What is expected: Word for word, restate every line from the one with "Task: Read this" through the end of the records below, both included, and add nothing.

Excerpted data:
****************************************

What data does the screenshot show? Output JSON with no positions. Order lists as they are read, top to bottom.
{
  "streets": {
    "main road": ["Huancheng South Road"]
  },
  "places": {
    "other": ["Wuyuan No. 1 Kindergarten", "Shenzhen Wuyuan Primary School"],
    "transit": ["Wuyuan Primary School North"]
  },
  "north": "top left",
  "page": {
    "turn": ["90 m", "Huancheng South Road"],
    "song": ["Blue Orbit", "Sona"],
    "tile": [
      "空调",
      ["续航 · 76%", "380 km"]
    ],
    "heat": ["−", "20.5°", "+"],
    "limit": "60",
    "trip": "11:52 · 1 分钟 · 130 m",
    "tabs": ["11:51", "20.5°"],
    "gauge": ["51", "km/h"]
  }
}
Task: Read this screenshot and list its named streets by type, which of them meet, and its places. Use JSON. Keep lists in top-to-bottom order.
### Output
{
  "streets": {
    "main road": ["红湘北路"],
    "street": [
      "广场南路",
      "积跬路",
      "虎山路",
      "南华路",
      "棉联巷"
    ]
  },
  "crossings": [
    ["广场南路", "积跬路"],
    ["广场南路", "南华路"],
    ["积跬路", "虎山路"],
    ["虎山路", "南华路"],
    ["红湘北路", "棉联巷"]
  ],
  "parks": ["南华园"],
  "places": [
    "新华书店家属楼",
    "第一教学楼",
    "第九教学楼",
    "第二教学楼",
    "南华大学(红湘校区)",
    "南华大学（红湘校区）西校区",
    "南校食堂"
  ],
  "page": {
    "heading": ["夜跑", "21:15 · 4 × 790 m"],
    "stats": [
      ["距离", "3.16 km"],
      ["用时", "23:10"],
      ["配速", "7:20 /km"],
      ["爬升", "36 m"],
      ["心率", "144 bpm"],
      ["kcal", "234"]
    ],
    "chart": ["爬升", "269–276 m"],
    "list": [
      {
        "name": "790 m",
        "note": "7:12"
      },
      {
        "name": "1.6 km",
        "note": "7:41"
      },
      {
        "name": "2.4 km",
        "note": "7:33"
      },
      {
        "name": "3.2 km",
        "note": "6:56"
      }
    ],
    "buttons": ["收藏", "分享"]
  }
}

****************************************

Solution:
Task: Read this screenshot and list its named streets by type, which of them meet, and its places. Use JSON. Keep lists in top-to-bottom order.
### Output
{
  "streets": {
    "main road": ["红湘北路"],
    "street": [
      "广场南路",
      "积跬路",
      "虎山路",
      "南华路",
      "棉联巷"
    ]
  },
  "crossings": [
    ["广场南路", "积跬路"],
    ["广场南路", "南华路"],
    ["积跬路", "虎山路"],
    ["虎山路", "南华路"],
    ["红湘北路", "棉联巷"]
  ],
  "parks": ["南华园"],
  "places": [
    "新华书店家属楼",
    "第一教学楼",
    "第九教学楼",
    "第二教学楼",
    "南华大学(红湘校区)",
    "南华大学（红湘校区）西校区",
    "南校食堂"
  ],
  "page": {
    "heading": ["夜跑", "21:15 · 4 × 790 m"],
    "stats": [
      ["距离", "3.16 km"],
      ["用时", "23:10"],
      ["配速", "7:20 /km"],
      ["爬升", "36 m"],
      ["心率", "144 bpm"],
      ["kcal", "234"]
    ],
    "chart": ["爬升", "269–276 m"],
    "list": [
      {
        "name": "790 m",
        "note": "7:12"
      },
      {
        "name": "1.6 km",
        "note": "7:41"
      },
      {
        "name": "2.4 km",
        "note": "7:33"
      },
      {
        "name": "3.2 km",
        "note": "6:56"
      }
    ],
    "buttons": ["收藏", "分享"]
  }
}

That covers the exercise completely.